A sustentável relevância das térmicas

A defesa epifânica do papel das fontes renováveis na matriz elétrica nacional em geral vem acompanhada de ataques às fontes termelétricas. É o que se vê em recente artigo publicado no GLOBO (“Energia suja e atrasada”), em 24 de fevereiro, que entrega logo no título o mais profundo desconhecimento sobre a realidade das operações térmicas e o seu papel na organização do setor elétrico.

Mais importante do que rebater ponto a ponto os itens equivocados no referido artigo, cumpre-se trazer as informações que demonstrem à sociedade a relevância das térmicas para o sistema elétrico e os atributos dessas fontes para garantir o essencial: a segurança do abastecimento de energia nas casas dos brasileiros. Por décadas, a energia termelétrica vem sendo a base de segurança do sistema elétrico no mundo, a ponto de ser elemento crucial no debate geopolítico com a atual ofensiva da Rússia na Ucrânia.

E há uma razão: elas garantem a sustentação da estabilidade do fornecimento da energia injetada nos sistemas que abastecem os consumidores. Isso significa que nenhum sistema elétrico no mundo, atualmente, pode renunciar ao funcionamento de fontes firmes como as térmicas para evitar interrupções no abastecimento. No Brasil, um país gigante e, portanto, com amplo potencial para exploração das fontes renováveis, esse atributo tem um peso ainda mais relevante.

As térmicas funcionam como backup à intermitência das fontes eólica e fotovoltaica quando não venta e nem faz sol. E, pelo mesmo princípio, também são capazes de proteger os reservatórios de água das hidrelétricas nos períodos úmidos — que anualmente se encerram com as “águas de março fechando o verão” — e, principalmente, nos períodos secos, de abril a outubro, quando o preço do combustível chega a ser mais barato que o da própria água, em razão da sua escassez.
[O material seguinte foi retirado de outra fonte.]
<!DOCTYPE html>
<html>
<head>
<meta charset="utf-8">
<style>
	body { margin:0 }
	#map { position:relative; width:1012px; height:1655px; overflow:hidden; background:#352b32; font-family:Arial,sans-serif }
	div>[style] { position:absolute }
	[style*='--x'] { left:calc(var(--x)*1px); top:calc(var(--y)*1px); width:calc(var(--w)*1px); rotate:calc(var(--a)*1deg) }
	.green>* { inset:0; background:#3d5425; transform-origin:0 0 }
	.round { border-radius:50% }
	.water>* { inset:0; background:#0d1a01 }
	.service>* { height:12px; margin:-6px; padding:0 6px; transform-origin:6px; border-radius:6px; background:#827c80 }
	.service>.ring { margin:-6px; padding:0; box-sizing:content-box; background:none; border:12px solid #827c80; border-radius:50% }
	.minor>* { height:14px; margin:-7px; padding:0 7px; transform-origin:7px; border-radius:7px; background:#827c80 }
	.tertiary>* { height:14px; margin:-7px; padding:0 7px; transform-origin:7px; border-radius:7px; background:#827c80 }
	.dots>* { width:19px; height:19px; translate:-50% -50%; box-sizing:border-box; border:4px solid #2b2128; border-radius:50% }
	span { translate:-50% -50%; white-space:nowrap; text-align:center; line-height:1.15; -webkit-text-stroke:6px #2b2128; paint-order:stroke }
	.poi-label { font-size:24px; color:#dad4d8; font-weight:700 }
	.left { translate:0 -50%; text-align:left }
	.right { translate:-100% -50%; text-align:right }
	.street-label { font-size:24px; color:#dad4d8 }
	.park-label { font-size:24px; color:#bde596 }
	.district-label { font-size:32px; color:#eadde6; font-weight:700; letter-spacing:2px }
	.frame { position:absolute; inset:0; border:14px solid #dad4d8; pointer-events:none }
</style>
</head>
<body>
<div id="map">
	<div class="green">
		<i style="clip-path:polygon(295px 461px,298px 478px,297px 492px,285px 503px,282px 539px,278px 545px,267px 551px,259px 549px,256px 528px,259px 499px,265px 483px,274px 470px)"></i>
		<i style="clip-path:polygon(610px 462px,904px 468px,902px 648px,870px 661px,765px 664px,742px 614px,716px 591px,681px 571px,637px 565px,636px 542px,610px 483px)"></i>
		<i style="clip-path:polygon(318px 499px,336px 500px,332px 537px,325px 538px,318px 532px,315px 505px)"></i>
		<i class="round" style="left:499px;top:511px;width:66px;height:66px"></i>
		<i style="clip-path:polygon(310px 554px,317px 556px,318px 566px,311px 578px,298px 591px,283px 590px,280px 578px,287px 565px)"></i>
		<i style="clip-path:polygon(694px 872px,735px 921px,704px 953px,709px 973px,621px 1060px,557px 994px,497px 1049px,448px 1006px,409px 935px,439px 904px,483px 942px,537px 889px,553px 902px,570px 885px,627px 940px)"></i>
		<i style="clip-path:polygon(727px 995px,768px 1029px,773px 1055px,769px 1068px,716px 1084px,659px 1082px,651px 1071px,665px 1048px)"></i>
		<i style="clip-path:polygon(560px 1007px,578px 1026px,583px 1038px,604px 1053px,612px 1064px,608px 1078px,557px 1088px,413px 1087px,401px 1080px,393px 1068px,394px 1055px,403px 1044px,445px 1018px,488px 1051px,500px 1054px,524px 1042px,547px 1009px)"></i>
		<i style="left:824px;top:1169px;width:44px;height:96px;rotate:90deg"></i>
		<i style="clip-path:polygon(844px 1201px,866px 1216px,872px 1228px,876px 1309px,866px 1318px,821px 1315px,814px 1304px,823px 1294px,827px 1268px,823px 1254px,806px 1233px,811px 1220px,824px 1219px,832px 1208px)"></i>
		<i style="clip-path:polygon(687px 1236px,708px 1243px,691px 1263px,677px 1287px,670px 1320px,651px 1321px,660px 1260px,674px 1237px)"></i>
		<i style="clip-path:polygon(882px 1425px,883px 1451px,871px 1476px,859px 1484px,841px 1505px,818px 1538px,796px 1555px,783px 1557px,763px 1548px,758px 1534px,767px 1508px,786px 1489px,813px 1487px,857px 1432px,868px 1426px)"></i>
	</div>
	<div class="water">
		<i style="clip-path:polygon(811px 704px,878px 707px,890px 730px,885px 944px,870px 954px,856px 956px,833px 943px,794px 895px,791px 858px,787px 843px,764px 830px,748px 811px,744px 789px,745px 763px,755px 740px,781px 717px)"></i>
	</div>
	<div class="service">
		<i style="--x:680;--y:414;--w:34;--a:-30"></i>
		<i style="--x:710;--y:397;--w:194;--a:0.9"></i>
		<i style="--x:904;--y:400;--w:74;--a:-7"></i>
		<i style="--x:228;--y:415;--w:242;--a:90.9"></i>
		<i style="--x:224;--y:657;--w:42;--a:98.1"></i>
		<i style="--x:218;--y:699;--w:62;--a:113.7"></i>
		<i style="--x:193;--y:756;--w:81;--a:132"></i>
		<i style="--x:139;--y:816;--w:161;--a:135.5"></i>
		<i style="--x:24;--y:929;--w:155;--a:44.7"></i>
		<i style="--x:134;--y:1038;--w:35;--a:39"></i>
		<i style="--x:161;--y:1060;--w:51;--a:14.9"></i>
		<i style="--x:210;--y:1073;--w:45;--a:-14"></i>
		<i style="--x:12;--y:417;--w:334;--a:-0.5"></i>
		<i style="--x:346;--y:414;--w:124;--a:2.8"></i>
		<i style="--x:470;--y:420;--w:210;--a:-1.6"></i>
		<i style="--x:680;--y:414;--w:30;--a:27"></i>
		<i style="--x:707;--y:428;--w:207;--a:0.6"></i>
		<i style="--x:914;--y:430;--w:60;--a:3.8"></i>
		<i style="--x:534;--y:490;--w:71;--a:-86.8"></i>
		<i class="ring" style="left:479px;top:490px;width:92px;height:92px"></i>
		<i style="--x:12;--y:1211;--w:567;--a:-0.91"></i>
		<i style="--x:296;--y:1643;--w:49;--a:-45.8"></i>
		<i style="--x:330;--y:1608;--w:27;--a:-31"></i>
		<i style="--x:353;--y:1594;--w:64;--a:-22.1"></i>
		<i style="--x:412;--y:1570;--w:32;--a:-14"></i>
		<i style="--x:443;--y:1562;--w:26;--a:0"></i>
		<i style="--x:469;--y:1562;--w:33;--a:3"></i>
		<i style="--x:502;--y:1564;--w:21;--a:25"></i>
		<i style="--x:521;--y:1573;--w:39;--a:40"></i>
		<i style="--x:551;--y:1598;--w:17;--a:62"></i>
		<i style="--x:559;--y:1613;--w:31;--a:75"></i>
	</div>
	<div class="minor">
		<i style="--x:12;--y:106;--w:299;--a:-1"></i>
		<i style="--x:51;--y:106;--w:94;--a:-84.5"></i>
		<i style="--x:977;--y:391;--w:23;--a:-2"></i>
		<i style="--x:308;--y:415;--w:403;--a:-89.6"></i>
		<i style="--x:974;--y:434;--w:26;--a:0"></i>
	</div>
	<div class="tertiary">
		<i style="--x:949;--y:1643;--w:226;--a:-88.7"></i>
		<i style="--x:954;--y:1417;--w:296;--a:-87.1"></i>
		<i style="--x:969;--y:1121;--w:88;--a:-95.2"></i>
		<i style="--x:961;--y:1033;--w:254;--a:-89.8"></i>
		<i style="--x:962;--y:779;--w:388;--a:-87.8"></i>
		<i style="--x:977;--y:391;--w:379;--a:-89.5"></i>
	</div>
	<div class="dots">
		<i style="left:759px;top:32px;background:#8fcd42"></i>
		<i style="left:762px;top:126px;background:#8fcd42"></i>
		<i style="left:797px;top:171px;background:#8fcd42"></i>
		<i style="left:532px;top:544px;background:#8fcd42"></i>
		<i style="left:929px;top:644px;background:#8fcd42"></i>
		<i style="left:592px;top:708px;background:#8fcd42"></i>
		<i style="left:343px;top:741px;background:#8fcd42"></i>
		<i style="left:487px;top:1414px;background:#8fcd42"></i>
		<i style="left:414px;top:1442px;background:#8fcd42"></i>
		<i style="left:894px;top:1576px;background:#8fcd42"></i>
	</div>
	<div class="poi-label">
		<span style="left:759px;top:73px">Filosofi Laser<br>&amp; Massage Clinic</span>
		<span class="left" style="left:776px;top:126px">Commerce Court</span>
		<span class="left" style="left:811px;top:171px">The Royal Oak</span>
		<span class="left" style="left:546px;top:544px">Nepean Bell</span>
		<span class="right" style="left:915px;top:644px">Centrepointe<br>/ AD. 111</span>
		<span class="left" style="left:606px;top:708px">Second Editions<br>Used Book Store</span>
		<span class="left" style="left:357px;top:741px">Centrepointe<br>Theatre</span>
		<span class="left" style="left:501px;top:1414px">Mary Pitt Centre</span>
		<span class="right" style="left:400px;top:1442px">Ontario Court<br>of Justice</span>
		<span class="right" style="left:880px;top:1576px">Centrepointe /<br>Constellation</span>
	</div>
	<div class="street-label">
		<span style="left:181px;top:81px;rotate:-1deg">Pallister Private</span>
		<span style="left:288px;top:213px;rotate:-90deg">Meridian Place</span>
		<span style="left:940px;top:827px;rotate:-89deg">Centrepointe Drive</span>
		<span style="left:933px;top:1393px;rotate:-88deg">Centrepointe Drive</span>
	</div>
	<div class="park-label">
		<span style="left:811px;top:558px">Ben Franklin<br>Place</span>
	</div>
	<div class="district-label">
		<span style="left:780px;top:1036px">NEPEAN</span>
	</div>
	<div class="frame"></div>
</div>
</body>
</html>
O que pouca gente sabe é que, assim como toda a sociedade tem sua agenda de transição rumo à geração de baixo carbono, as térmicas também seguem na mesma direção, evoluindo ano após ano na consolidação de operações eficientes e sustentáveis. Isso porque tais operações nunca participaram do “Fla-Flu” que alguns criaram e permanecem alimentando, como se existisse um jogo das renováveis versus as termelétricas. Essa guerra não existe, pois a matriz do futuro será a composição harmônica das renováveis com as termelétricas em prol da confiabilidade do sistema elétrico.

Os milhares de engenheiros e trabalhadores do parque termelétrico brasileiro não se veem como opositores da sustentabilidade. Muito pelo contrário, trabalham dia após dia para oferecer uma fonte de energia firme e sem interrupções, seja para proteger a geração renovável ou para suportá-la quando ela se torna escassa. Nessa perspectiva, boa parte das térmicas em operação no país já passa por processos de modernização, visando a reduzir o consumo de insumos fósseis e aumentando a produtividade de geração de energia — o que se traduz, na prática, em menores níveis de emissões de CO2 e, adivinhem, menores custos variáveis.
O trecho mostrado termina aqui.